The first line of the entries and each line after it, through the one that contains "g.translate(x, y);", are to be duplicated exactly; no picture belongs in the copy.

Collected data
━━━━━━━━━━━━━━━━
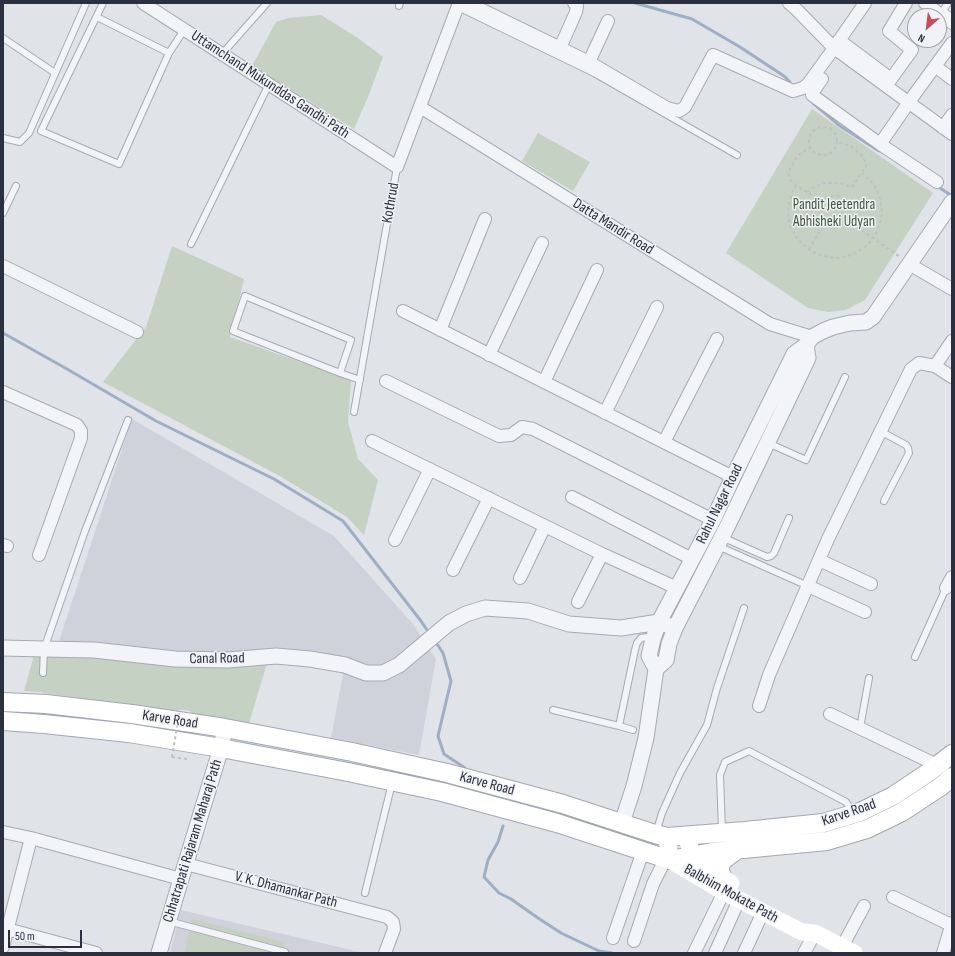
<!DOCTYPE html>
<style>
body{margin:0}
#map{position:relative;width:955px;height:956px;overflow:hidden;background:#e0e3e8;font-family:"Sofia Sans Condensed",sans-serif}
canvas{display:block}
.frame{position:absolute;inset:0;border:4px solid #2a303e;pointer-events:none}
.north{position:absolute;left:907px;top:8px;width:40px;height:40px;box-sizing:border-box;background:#f0f2f6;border:1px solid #a1a4ac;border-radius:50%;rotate:208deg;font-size:11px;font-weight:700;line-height:16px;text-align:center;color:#2a303e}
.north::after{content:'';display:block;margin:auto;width:14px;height:18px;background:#c34f5b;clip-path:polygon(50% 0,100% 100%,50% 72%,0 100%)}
.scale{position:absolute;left:8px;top:930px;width:74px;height:18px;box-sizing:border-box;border:2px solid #2a303e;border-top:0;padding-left:5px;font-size:12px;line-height:14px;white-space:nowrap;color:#2a303e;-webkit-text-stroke:3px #f0f2f6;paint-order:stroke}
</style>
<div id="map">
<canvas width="955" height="956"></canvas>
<div class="frame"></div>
<div class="north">N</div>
<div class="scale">50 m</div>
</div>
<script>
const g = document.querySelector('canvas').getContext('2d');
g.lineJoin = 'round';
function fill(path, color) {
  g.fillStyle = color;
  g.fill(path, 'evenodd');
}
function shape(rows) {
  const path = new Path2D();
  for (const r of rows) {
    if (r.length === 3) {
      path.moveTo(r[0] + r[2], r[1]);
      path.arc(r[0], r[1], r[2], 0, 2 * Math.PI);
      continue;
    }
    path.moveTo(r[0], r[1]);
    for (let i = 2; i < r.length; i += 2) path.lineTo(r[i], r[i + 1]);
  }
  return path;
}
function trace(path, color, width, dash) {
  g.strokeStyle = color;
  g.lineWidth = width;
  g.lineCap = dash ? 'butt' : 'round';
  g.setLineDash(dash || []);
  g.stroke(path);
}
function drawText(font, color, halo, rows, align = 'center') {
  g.font = font + ' "Sofia Sans Condensed",sans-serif';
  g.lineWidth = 3;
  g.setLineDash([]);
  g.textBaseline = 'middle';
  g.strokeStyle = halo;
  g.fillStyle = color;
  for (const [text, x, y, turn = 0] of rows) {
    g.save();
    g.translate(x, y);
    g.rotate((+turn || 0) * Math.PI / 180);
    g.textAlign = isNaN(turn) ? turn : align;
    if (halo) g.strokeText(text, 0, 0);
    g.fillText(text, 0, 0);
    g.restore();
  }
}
fill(shape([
 [132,419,334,536,413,624,436,659,419,755,331,738,344,669,276,661,267,664,249,723,190,714,191,711,179,709,178,713,42,693],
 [181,910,364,953,170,953]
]), '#cfd2da');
fill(shape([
 [321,15,358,38,383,57,368,97,354,129,252,66,276,22,288,18],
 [812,109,933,193,865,300,846,310,828,312,808,308,726,253],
 [538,133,590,162,573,191,522,161],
 [172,246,244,279,230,337,351,380,348,422,358,459,378,480,364,535,347,517,278,475,103,382,146,327],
 [34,655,209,666,266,664,249,723,191,714,191,711,179,709,178,712,42,692,24,691],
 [192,919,285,942,282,953,184,953]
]), '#c5d1c2');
trace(shape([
 [635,3,692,19,740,47,784,76,790,82],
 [813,103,840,126,879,151],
 [937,186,952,196],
 [3,333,67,369,156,421,274,479,343,521,421,621,429,633],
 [435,641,443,653,451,681,438,736,444,754,465,768],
 [503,826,498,842,488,860,484,877,499,893,511,899,538,918,561,933,599,951,612,953]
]), '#9eafc5', 3);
const service = shape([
 [103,3,41,131,119,164,169,53,184,30],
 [948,3,944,9,944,11,949,15],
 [399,6,400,3],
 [458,7,594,73,737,155],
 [97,17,169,53],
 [3,38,55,73],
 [222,54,267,3],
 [3,138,20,142,29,133,86,3],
 [3,213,16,186],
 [191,244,269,84],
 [340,373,351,340,245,296,233,331,340,373,360,380],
 [354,412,397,167],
 [880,431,906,445,908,448,909,453,884,501],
 [768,443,806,460,845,377],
 [722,537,767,557,771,556,774,553,789,518],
 [718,546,808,586],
 [915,657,946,588],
 [43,673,44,649,85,531,128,420],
 [553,710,619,726,635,650,637,643,641,638,653,636],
 [619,726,633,730],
 [860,728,869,678],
 [722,831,720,775,725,762,749,751,846,802,853,813],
 [656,833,662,813,680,773,707,725,717,688,744,608],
 [365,893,392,783],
 [168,921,285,952]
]);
const minor = shape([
 [143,3,397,167,459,3],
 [468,3,589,62,667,108,679,111,685,107,713,55,793,91,803,88,808,84,834,48,865,3],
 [789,3,797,10,834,48,952,134],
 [925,3,952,23],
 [839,40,891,79],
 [560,48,576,12,577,6,574,3],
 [589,62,608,21],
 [935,66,952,79],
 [822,79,812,93,812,95,880,144,937,182],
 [886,86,912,50,889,31,906,3],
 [420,107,770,324,812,337],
 [943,128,952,115],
 [880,144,914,95,952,43],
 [909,264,952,289],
 [3,266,137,332],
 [403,311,733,477],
 [440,330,485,219],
 [489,355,542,243],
 [935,366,952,341],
 [386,381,499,436,511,435,522,427,533,429,713,520],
 [544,382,597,270],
 [3,392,77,425,81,431,81,438,39,555],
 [605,413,657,307],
 [372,441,602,554,677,588],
 [664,442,717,339],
 [572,497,692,559],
 [395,540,430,469],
 [3,545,7,546],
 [819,560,871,584],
 [453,570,489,498],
 [520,578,545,526],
 [808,586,865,612],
 [946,588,952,577],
 [578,602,602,554],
 [759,706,769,675,828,539,911,369,919,363,935,366,952,377],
 [830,714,937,765],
 [3,832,31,838,181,879],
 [186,864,387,917,393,922,394,929,385,953],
 [893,897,951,925],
 [3,928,96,953],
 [613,938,643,851],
 [634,941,653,884,666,858],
 [3,947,31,838],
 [842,947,864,906],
 [694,953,724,892],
 [715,953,739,900],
 [744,953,763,912],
 [804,953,815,933],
 [943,953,952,923]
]);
const tertiary = shape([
 [3,648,44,649,94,650,175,659,228,660,276,656,310,659,345,665,366,673,383,673,399,665,449,623,466,614,485,608,528,611,569,624,621,628,659,622,675,628],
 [656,669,666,660,669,644,675,628,727,527,808,358,806,345],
 [622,823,634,786,646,738,656,669,649,656,653,639,659,622,713,520,733,477,794,354,806,345,812,337,823,331,833,327,850,323,866,322,873,317,952,202],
 [159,953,181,879,221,748,225,728]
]);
const primary = shape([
 [3,702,46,704,132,714,225,728,352,752,447,773,563,804,655,834,667,837,745,831,823,823,860,812,893,796,929,772,952,754],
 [3,721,44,724,129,733,221,748,348,772,442,792,557,823,670,860,712,852,827,841,867,829,902,812,940,787,952,777],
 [723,878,720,872,720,867,721,863,726,858,737,850]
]);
trace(service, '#a6aab2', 8);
trace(minor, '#a6aab2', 14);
trace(tertiary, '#a6aab2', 17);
trace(primary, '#a1a7b3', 20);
trace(shape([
 [823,141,14],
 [811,147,799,154,796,158,789,171,789,177,791,181,796,185,822,202],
 [796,185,792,193,789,202,788,212,789,221,792,230,797,238,804,245,811,251,820,255,829,257,839,258,848,256,857,252,865,247,872,240,877,232,880,223,882,214,881,204,879,195,875,187,869,179,862,173],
 [807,192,812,188,825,183,839,183,852,187,866,166,866,163,861,155,853,148,843,143,837,142],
 [835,211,15],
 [847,220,900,257],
 [809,249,825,223],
 [172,757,187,759,188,756]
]), '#bfc1c7', 2, [3, 3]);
trace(service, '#f3f4f7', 6);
trace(minor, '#f3f4f7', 12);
trace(tertiary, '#f3f4f7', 15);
trace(shape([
 [686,836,693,856,708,868,731,883],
 [667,837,670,860,724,892,802,932,815,933,854,953]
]), '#fff', 17);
trace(primary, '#fff', 18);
trace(shape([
 [172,757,180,709]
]), '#bfc1c7', 2, [3, 3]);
drawText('15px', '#2a303e', '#f0f2f6', [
 ["Uttamchand Mukunddas Gandhi Path",270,85,33],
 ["Kothrud",391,203,-80],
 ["Datta Mandir Road",613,227,32],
 ["Rahul Nagar Road",720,504,-64],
 ["Canal Road",217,659,-1],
 ["Karve Road",170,720,9],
 ["Karve Road",487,784,15],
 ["Karve Road",849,813,-19],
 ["Chhatrapati Rajaram Maharaj Path",193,841,-73],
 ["V. K. Dhamankar Path",286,890,15],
 ["Balbhim Mokate Path",731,894,29]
]);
drawText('15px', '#3d5939', '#f0f2f6', [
 ["Pandit Jeetendra",834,205],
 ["Abhisheki Udyan",834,222]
]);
</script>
━━━━━━━━━━━━━━━━
FINISHED EXERCISE
<!DOCTYPE html>
<style>
body{margin:0}
#map{position:relative;width:955px;height:956px;overflow:hidden;background:#e0e3e8;font-family:"Sofia Sans Condensed",sans-serif}
canvas{display:block}
.frame{position:absolute;inset:0;border:4px solid #2a303e;pointer-events:none}
.north{position:absolute;left:907px;top:8px;width:40px;height:40px;box-sizing:border-box;background:#f0f2f6;border:1px solid #a1a4ac;border-radius:50%;rotate:208deg;font-size:11px;font-weight:700;line-height:16px;text-align:center;color:#2a303e}
.north::after{content:'';display:block;margin:auto;width:14px;height:18px;background:#c34f5b;clip-path:polygon(50% 0,100% 100%,50% 72%,0 100%)}
.scale{position:absolute;left:8px;top:930px;width:74px;height:18px;box-sizing:border-box;border:2px solid #2a303e;border-top:0;padding-left:5px;font-size:12px;line-height:14px;white-space:nowrap;color:#2a303e;-webkit-text-stroke:3px #f0f2f6;paint-order:stroke}
</style>
<div id="map">
<canvas width="955" height="956"></canvas>
<div class="frame"></div>
<div class="north">N</div>
<div class="scale">50 m</div>
</div>
<script>
const g = document.querySelector('canvas').getContext('2d');
g.lineJoin = 'round';
function fill(path, color) {
  g.fillStyle = color;
  g.fill(path, 'evenodd');
}
function shape(rows) {
  const path = new Path2D();
  for (const r of rows) {
    if (r.length === 3) {
      path.moveTo(r[0] + r[2], r[1]);
      path.arc(r[0], r[1], r[2], 0, 2 * Math.PI);
      continue;
    }
    path.moveTo(r[0], r[1]);
    for (let i = 2; i < r.length; i += 2) path.lineTo(r[i], r[i + 1]);
  }
  return path;
}
function trace(path, color, width, dash) {
  g.strokeStyle = color;
  g.lineWidth = width;
  g.lineCap = dash ? 'butt' : 'round';
  g.setLineDash(dash || []);
  g.stroke(path);
}
function drawText(font, color, halo, rows, align = 'center') {
  g.font = font + ' "Sofia Sans Condensed",sans-serif';
  g.lineWidth = 3;
  g.setLineDash([]);
  g.textBaseline = 'middle';
  g.strokeStyle = halo;
  g.fillStyle = color;
  for (const [text, x, y, turn = 0] of rows) {
    g.save();
    g.translate(x, y);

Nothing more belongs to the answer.